◆ **Your assignment**:
Report every line in the listing below where the string "strong" shows up.

◆ **Records**:
╔══
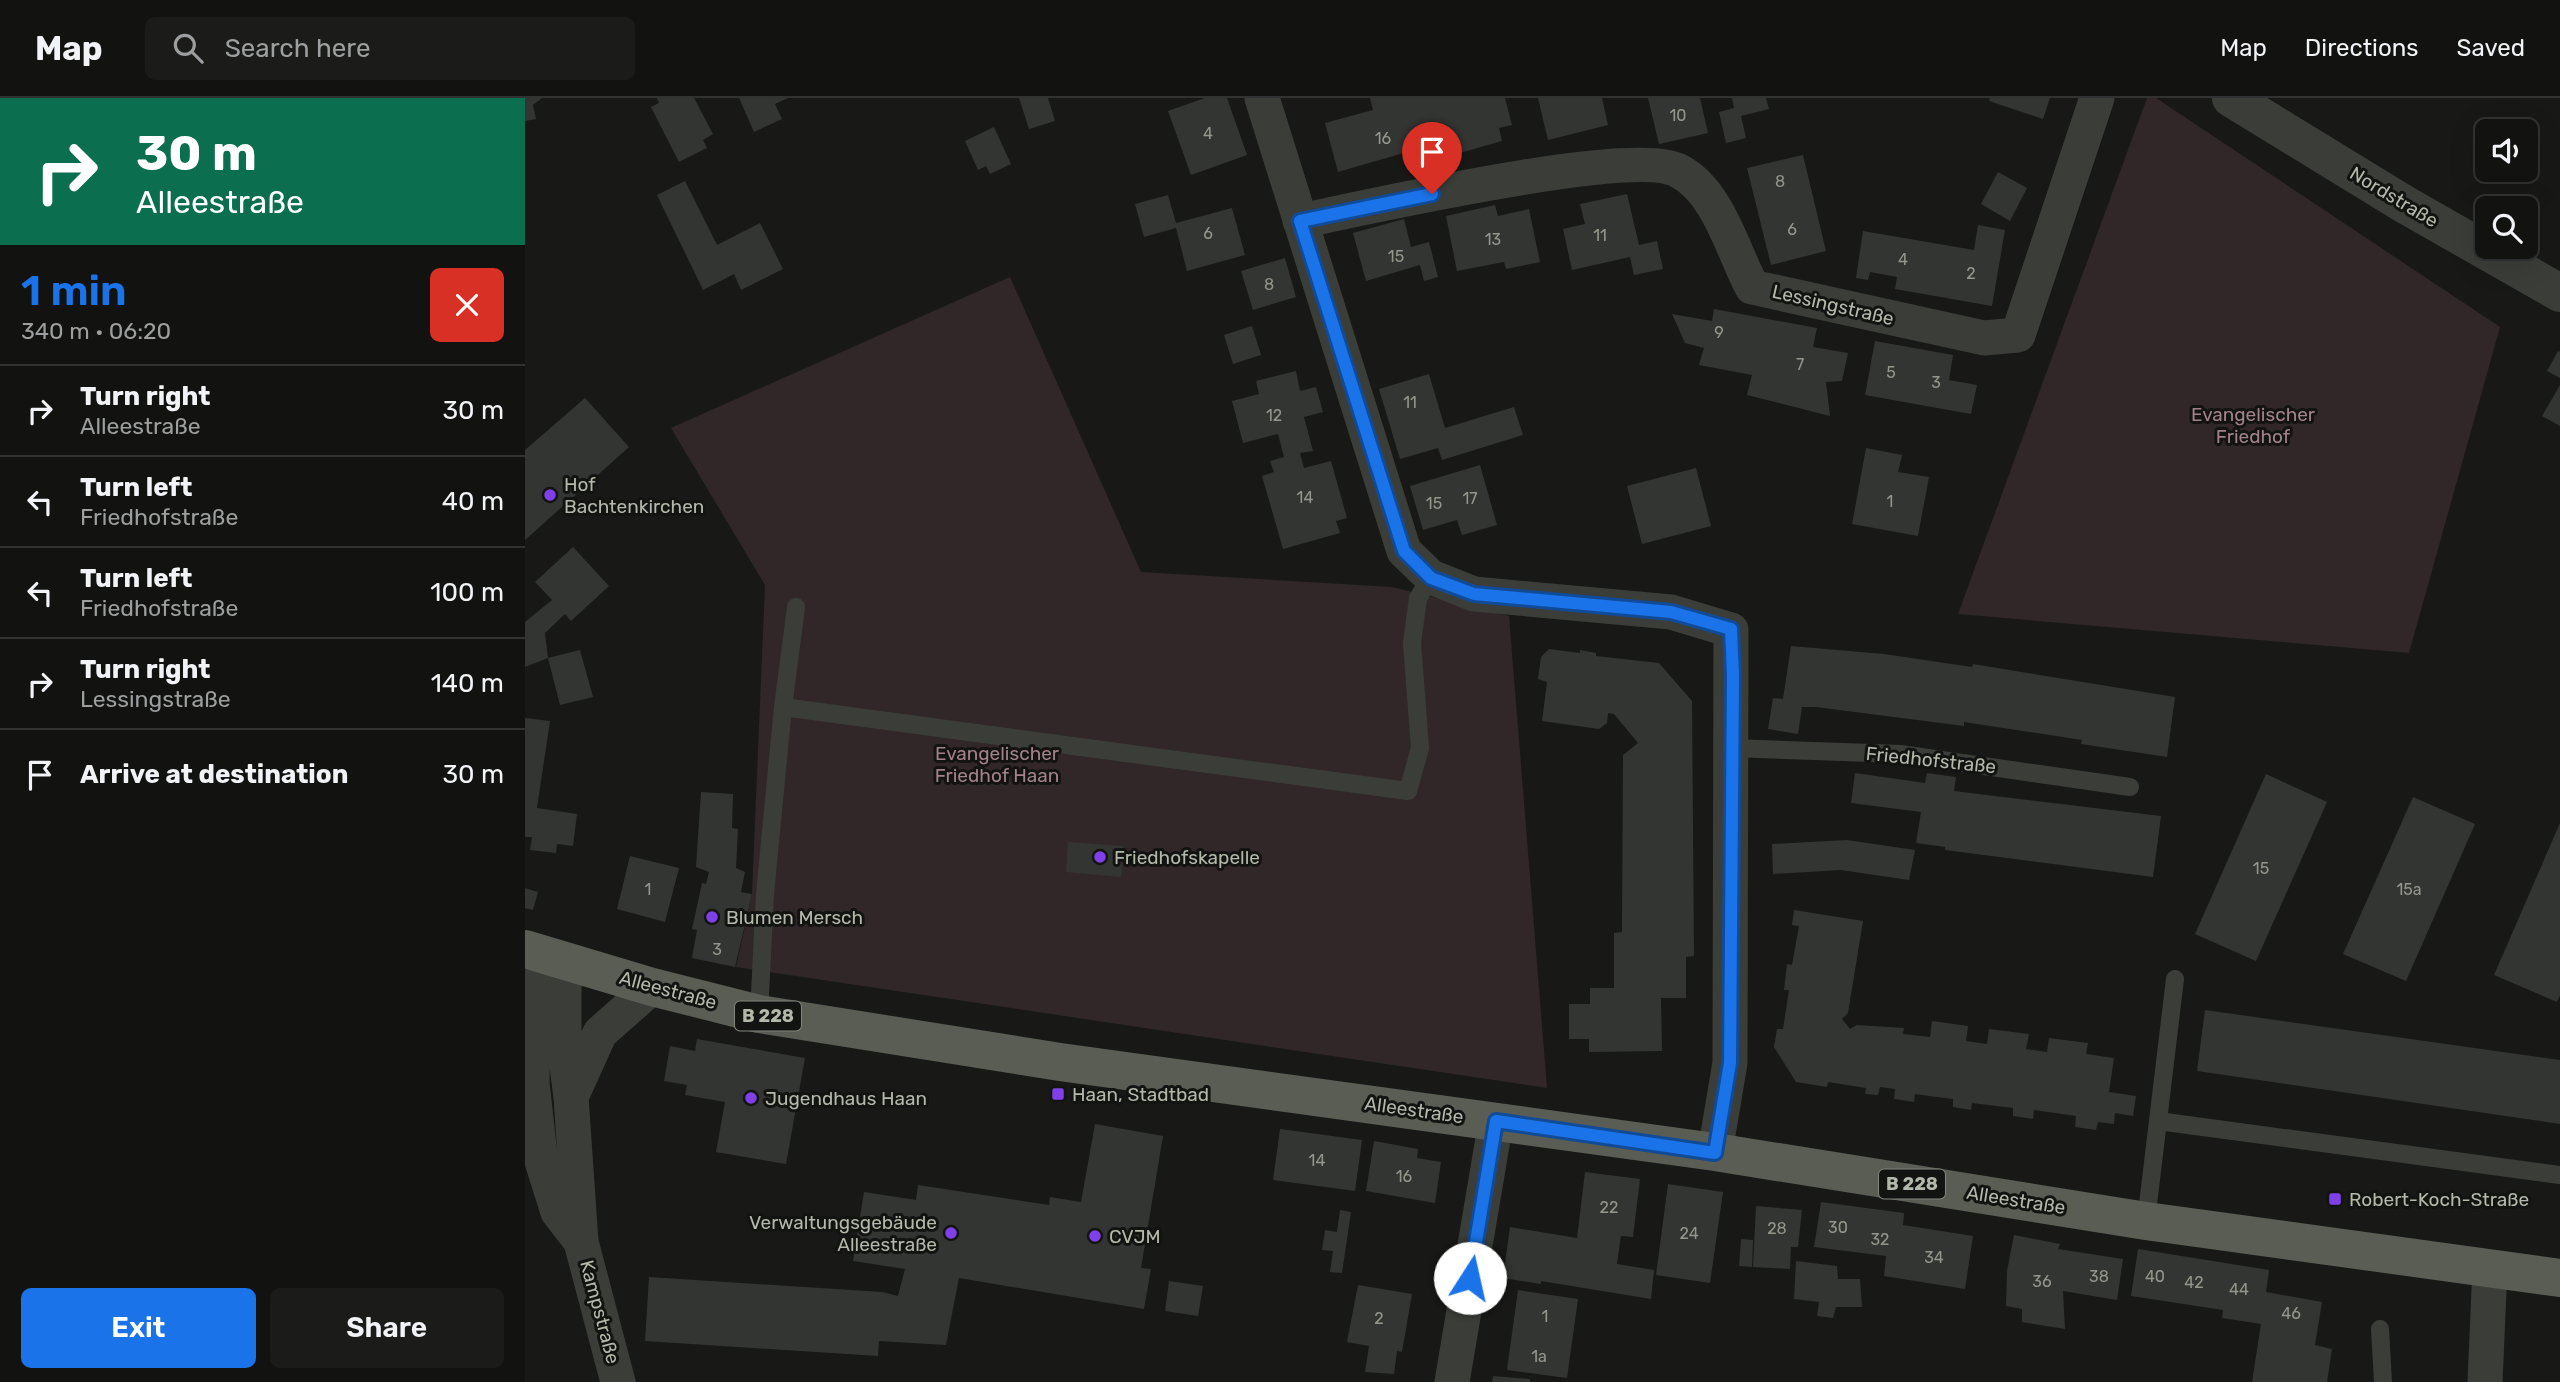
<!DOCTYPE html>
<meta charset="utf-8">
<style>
body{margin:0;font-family:Rubik,sans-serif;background:#1b1c1a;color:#f1f3f6;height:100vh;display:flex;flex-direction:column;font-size:26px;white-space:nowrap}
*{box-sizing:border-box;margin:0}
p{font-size:23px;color:#9c9e9f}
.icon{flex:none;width:38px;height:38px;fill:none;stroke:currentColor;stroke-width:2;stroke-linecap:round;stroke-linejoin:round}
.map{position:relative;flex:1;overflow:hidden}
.sheet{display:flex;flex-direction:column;background:#121311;width:525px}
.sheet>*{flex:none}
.banner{background:#0b6e4f;color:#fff;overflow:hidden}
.buttons{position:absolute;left:1950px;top:21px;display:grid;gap:14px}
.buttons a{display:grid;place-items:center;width:63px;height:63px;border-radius:10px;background:#121311;box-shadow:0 7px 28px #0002,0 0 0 2px #313231;font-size:35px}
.pin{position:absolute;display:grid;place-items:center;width:60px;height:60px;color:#fff;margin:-72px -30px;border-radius:50% 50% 50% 0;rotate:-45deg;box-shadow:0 0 7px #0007}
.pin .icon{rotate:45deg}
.me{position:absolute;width:77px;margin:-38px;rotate:10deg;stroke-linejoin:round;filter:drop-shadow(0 0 5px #0008)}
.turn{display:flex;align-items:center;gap:24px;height:147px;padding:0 21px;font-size:32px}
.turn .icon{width:91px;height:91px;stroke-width:2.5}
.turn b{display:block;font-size:49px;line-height:60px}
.round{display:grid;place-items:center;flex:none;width:74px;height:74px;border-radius:10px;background:#1b1c1a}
.headline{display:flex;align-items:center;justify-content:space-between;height:119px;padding:0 21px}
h1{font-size:42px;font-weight:600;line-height:52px;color:#1a73e8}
.cta{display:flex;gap:14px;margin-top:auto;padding:14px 21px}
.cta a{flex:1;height:80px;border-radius:10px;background:#1a73e8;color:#fff;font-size:28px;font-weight:600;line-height:80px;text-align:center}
.cta a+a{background:#1b1c1a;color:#f1f3f6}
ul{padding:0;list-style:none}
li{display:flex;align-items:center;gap:21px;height:91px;padding:0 21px;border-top:2px solid #313231}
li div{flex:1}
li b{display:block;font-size:26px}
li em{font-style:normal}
header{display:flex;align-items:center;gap:42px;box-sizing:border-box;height:98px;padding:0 35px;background:#121311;border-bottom:2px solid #313231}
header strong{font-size:33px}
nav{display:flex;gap:38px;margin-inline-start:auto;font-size:24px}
.search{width:490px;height:63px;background:#1b1c1a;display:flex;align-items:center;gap:18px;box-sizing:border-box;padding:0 24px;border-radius:10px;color:#9c9e9f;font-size:26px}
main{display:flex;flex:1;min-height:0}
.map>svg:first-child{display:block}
</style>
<header>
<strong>Map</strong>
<div class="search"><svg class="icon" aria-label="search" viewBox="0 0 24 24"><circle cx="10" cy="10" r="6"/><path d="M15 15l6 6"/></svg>Search here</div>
<nav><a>Map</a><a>Directions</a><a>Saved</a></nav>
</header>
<main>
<section class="sheet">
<div class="banner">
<div class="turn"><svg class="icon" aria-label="right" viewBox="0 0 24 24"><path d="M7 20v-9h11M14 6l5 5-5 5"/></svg><div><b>30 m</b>Alleestraße</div></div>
</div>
<div class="headline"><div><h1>1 min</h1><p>340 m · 06:20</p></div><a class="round" style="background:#d93025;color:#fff"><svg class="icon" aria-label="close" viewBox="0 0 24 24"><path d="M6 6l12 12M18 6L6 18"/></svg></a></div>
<ul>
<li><svg class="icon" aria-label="right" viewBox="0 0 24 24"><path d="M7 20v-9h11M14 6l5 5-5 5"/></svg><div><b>Turn right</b><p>Alleestraße</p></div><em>30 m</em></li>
<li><svg class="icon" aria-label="left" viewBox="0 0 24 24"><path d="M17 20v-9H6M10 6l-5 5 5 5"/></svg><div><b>Turn left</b><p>Friedhofstraße</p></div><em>40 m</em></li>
<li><svg class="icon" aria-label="left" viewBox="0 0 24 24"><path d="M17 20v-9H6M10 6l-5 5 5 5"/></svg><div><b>Turn left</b><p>Friedhofstraße</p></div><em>100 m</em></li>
<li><svg class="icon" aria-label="right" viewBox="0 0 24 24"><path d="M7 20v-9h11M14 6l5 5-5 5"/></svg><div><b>Turn right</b><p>Lessingstraße</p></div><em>140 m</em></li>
<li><svg class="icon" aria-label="arrive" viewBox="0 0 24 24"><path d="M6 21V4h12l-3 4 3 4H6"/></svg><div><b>Arrive at destination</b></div><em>30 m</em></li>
</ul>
<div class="cta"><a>Exit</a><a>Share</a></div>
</section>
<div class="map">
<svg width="2035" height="1284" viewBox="0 0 2035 1284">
<rect width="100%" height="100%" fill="#181917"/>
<path fill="#312729" d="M1622,0H1631L1975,229L1884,555L1433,516Z
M485,179L616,474L867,489L984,518L1022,990L211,869L227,796L240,487L146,330Z"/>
<path fill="#333532" d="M0,0H17L8,7L11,21L0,23Z
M132,0H169L188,36L178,42L182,50L154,64L126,9L134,5Z
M214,0H263L250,6L257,21L229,34Z
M494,0H523L530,23L504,31Z
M680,0H702L722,57L666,77L643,13Z
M845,0H980L987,27L974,30L977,43L917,60L913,45L813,74L800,25L848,12Z
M1013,0H1077L1083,27L1023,42Z
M1123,0H1175L1183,35L1134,46Z
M1207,0H1241L1244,11L1216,18L1221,40L1201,45L1194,14L1209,10Z
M1465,0H1525L1518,21L1464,3Z
M469,29L486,66L465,76L461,68L453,72L440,43Z
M1278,57L1301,153L1246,167L1222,70Z
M1473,74L1502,90L1485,123L1456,106Z
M160,83L192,147L235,125L258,171L216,192L209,176L178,192L132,97Z
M1102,96L1114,147L1132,143L1138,171L1109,177L1105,159L1047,172L1038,131L1060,126L1055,106Z
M643,97L651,125L707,110L720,157L662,173L651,130L619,139L610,106Z
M970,107L973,118L1004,111L1015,164L981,171L979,164L932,173L921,118Z
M879,121L886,149L904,144L913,179L899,183L895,167L841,183L828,135Z
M1453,127L1480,132L1467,208L1370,191L1372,179L1345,174L1343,182L1331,180L1338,133L1449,152Z
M760,160L771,199L728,212L716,173Z
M1189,211L1292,230L1288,249L1323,255L1317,283L1301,284L1305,318L1222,297L1227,277L1174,267L1179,250L1160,245L1147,216L1187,223Z
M727,228L736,257L708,266L699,237Z
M1350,243L1428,257L1424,282L1452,287L1446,316L1340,297Z
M2033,253L2035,254V280L2022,273Z
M771,273L775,293L791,289L798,314L779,319L788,353L775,355L779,370L806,363L822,420L811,423L815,435L758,451L737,378L749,374L745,363L759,359L753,336L718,345L707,303L734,296L731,283Z
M904,276L920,330L989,309L998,337L917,362L913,350L875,361L854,291Z
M2035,287V328L2017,318Z
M60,300L104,349L0,442V352Z
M1341,350L1377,357L1373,374L1404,379L1393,438L1327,426Z
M955,367L972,427L937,437L932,422L898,432L885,388Z
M1171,370L1186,428L1117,446L1102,388Z
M48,449L84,488L46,523L40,516L20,535L23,560L0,569V524L27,502L10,484Z
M1266,548L1359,556L1447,569L1448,566L1650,599L1642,659L1556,646L1557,642L1439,624V628L1291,609H1277L1273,636L1243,631L1248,600L1258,601Z
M1024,551L1055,555V552L1071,555V558L1134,565L1167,603L1169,858L1161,859V900H1136L1137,953L1064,954V941H1044V906H1065V890H1089V835L1097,834L1098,657L1113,645L1089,616L1083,615L1082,625L1074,631L1017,623L1022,584L1013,581L1016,559Z
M55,552L68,599L35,607L23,560Z
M0,620L25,623L12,710L52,716L48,748L32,746L31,755L5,752L7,739H0Z
M1330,675L1400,685L1402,675L1431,679L1429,693L1636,718L1628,779L1420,752V749L1391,745L1396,714L1326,705Z
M1741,676L1802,704L1731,863L1670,836Z
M176,694L208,696L207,730L213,731L211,770L220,774L216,794L227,796L210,869L167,860L172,832L167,831L177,785L181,786L184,774L171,769Z
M1888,699L1950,726L1881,883L1818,856Z
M2035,725V897L2032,904L1969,877Z
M1322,742L1390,752L1384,782L1316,772L1248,776L1247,746Z
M543,744L598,748L596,779L541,774Z
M105,758L154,770L140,824L92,811Z
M0,790L13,794L8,812L0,810Z
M1269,812L1338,823L1323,915L1317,921L1325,931L1332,927L1379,930L1378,936L1405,939L1407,923L1443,928L1441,943L1462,946L1464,931L1504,936L1501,951L1522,954L1524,940L1563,945L1561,956L1589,960L1584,994L1611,998L1608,1018L1590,1015L1589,1026L1573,1024L1571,1032L1550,1029L1551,1018L1509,1012L1508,1021L1488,1018V1010L1447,1005L1446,1012L1428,1009V1001L1411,999L1390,996L1389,1004L1369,1001L1370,991L1355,989L1353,997L1340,996L1341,990L1303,984L1302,989L1271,984L1249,949L1252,931H1258L1264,892H1259L1262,866L1267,867L1274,828L1267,827Z
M1680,912L2035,962V1026L1672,973Z
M172,941L280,960L261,1066L191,1054L200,1004L160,997L162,987L139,983L145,948L170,953Z
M570,1026L638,1038L616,1170L626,1171L619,1211L434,1180L421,1247L354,1243L353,1258L120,1243L124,1179L357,1194L373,1198L380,1171L328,1163L339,1094L391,1102L393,1087L524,1107L525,1099L556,1104Z
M755,1031L837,1042L830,1093L748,1082Z
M849,1043L893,1051L892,1060L916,1064L910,1105L841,1093Z
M1060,1074L1115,1081L1108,1139L1096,1138L1092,1166L1129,1172L1126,1201L1016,1183V1186L978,1180L985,1129L1052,1140Z
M1143,1086L1198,1094L1185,1185L1131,1177Z
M1296,1104L1379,1115L1378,1127L1448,1138L1440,1191L1359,1178L1361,1158L1289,1149Z
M1231,1108L1277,1112L1273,1149H1266L1265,1171L1228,1169Z
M815,1112L826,1114L817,1175L805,1174L808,1153L797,1152L800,1132L812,1134Z
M1489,1137L1535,1146L1533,1151L1598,1161L1592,1202L1538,1193L1540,1231L1497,1224V1211L1481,1208L1482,1173Z
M1216,1141L1228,1142L1227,1169L1214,1168Z
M1613,1151L1744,1172L1741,1194L1797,1204L1790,1247L1807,1251L1802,1284H1727L1736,1226L1697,1220L1698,1212L1606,1198Z
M1271,1163L1312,1168L1313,1181H1335L1337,1209H1311L1308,1220L1292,1218L1294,1204L1269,1201Z
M644,1183L678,1188L673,1218L640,1213Z
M833,1187L887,1196L877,1254L872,1253L869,1276L840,1274L844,1248L822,1244Z
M993,1192L1053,1201L1042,1280L982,1272Z
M968,1278L1005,1281V1284H967Z"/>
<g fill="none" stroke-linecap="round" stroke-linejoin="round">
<path stroke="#3b3e38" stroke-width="18" d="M258,609L271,509
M1206,650L1375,656L1605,689
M234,916L240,796L258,609L883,693L895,650L887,545L893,500L906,479
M1633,1023L2035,1077
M1621,1123L1650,881
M1855,1231L1858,1284"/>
<path stroke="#3b3e38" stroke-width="35" d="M737,0L879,453L906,479L949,496L1146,514L1206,532L1205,965L1190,1054
M775,123C839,110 1108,48 1154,73C1193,93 1208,153 1227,189L1459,240L1493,237L1572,0
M21,858L8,920L7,985L15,1057L33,1114L54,1141
M39,862V945L46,999L56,1144L93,1284
M46,999L75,935L127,889
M927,1284L971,1023
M1960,1284L1965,1170"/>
<path stroke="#3b3e38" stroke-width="38" d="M1706,0L1879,106L2035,195"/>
<path stroke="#595d54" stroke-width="38" d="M0,851L127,889L234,916L535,964L1190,1054L1621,1123L2035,1180"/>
</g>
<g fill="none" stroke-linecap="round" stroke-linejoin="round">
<defs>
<path id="route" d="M907,96L775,123L879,453L906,480L949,496L1146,514L1206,531L1208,577L1205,965L1190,1055L971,1023L945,1180"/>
</defs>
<use href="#route" stroke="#114b97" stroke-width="18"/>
<use href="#route" stroke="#1a73e8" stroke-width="12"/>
</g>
<g fill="#8040e9" stroke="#131412" stroke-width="2.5">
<circle cx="25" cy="397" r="7"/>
<circle cx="575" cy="759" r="7"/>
<circle cx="187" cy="819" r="7"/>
<rect x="526" y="989" width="14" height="14" rx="3.5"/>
<circle cx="226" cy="1000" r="7"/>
<rect x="1803" y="1094" width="14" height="14" rx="3.5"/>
<circle cx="426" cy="1135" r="7"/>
<circle cx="570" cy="1138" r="7"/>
</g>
<g text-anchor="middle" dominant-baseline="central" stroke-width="6" stroke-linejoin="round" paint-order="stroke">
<g font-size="16" fill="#92978c">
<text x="1153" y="17">10</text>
<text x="683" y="35">4</text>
<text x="858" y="40">16</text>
<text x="1255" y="83">8</text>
<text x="1267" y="131">6</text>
<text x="683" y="135">6</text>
<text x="1075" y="137">11</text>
<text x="968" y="141">13</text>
<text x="871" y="158">15</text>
<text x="1378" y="161">4</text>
<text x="1446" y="175">2</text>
<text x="744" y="186">8</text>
<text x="1194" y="234">9</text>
<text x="1275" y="266">7</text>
<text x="1366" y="274">5</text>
<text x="1411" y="284">3</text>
<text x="885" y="304">11</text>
<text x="749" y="317">12</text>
<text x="780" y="399">14</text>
<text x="945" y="400">17</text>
<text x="1365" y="403">1</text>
<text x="909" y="405">15</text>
<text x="1736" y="770">15</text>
<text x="123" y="791">1</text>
<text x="1884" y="791">15a</text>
<text x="192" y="851">3</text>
<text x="792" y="1062">14</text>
<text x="879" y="1078">16</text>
<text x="1084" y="1109">22</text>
<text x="1313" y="1129">30</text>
<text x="1252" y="1130">28</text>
<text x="1164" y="1135">24</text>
<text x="1355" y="1141">32</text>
<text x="1409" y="1159">34</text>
<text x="1574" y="1178">38</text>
<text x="1630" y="1178">40</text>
<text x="1517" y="1183">36</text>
<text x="1669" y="1184">42</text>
<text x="1714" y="1191">44</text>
<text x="1766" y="1215">46</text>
<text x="1020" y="1218">1</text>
<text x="854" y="1220">2</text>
<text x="1014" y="1258">1a</text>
</g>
<g fill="#131412" stroke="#82877c" stroke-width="2">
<rect x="210" y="903.5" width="66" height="29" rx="5"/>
<rect x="1354" y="1071.5" width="66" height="29" rx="5"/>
</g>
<g font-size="18" font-weight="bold" fill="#b2b8aa">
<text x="243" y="918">B 228</text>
<text x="1387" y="1086">B 228</text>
</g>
<g font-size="19" fill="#b2b8aa" stroke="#131412">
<text transform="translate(1869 99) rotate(31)">Nordstraße</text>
<text transform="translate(1308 207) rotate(13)">Lessingstraße</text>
<text transform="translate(1406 662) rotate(6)">Friedhofstraße</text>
<text transform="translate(143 892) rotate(15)">Alleestraße</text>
<text transform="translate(889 1012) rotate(8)">Alleestraße</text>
<text transform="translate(1491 1102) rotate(9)">Alleestraße</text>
<text transform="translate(75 1214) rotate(75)">Kampstraße</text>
</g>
<g font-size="19" fill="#a28289" stroke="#131412">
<text x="1728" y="316">Evangelischer<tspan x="1728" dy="22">Friedhof</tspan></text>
<text x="472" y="655">Evangelischer<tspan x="472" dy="22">Friedhof Haan</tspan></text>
</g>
<g font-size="19" fill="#b2b8aa" stroke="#131412" text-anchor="start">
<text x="39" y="386">Hof<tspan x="39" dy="22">Bachtenkirchen</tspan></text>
<text x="589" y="759">Friedhofskapelle</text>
<text x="201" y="819">Blumen Mersch</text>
<text x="547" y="996">Haan, Stadtbad</text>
<text x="240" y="1000">Jugendhaus Haan</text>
<text x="1824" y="1101">Robert-Koch-Straße</text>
<text x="412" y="1124" text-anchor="end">Verwaltungsgebäude<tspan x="412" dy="22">Alleestraße</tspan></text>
<text x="584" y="1138">CVJM</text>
</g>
</g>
</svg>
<div class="buttons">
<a><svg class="icon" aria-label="sound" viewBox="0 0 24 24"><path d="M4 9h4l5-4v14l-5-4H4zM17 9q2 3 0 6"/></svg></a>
<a><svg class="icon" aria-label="search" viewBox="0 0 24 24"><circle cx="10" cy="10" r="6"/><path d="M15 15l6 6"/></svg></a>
</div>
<div class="pin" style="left:907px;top:96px;background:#d93025"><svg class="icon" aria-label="arrive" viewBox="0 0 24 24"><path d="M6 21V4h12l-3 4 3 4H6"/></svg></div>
<svg class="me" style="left:945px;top:1180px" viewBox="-20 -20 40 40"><circle r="19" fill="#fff"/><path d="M0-13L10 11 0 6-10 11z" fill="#1a73e8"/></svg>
</div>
</main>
╚══
◆ **Solution for this problem**:
header strong{font-size:33px}
<strong>Map</strong>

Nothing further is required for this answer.